START Input material

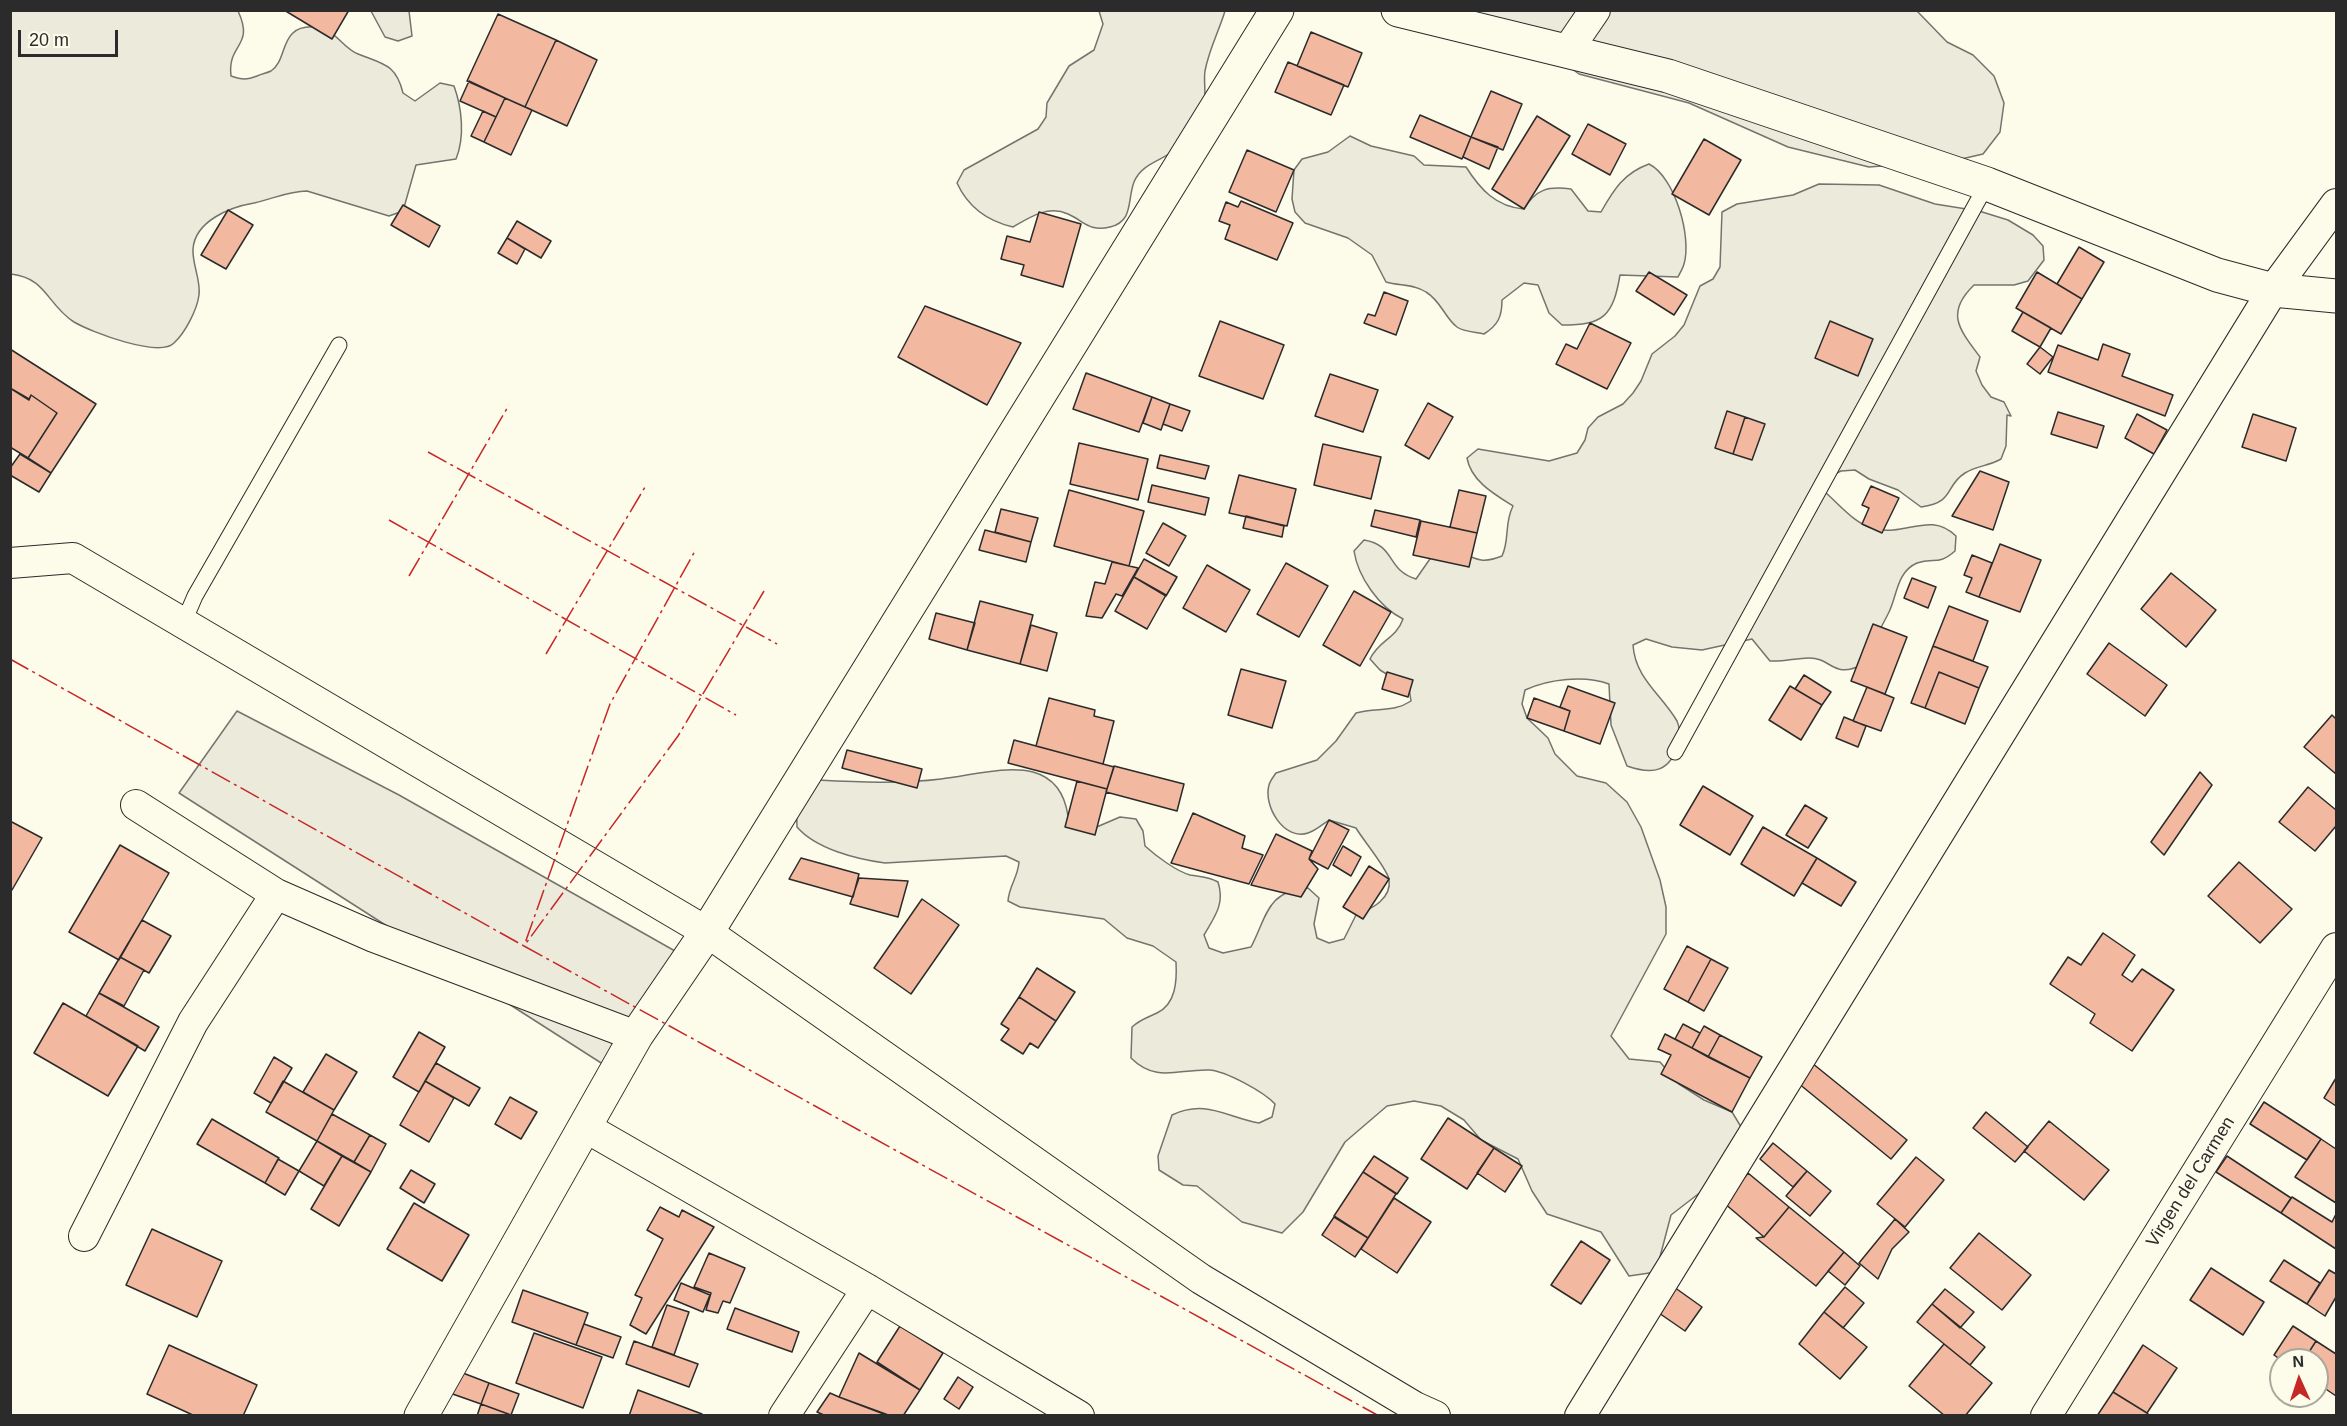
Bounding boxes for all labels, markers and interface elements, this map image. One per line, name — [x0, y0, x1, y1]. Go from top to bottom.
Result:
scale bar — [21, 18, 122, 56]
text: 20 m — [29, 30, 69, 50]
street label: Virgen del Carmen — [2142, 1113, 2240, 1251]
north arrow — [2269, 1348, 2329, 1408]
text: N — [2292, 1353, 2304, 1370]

END Input material
START Input material

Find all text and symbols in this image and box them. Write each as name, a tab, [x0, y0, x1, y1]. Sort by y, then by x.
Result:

END Input material

| The problem |
Among the lines above, please count those that contain the string "name" and write the number by itself.

| Problem solution |
2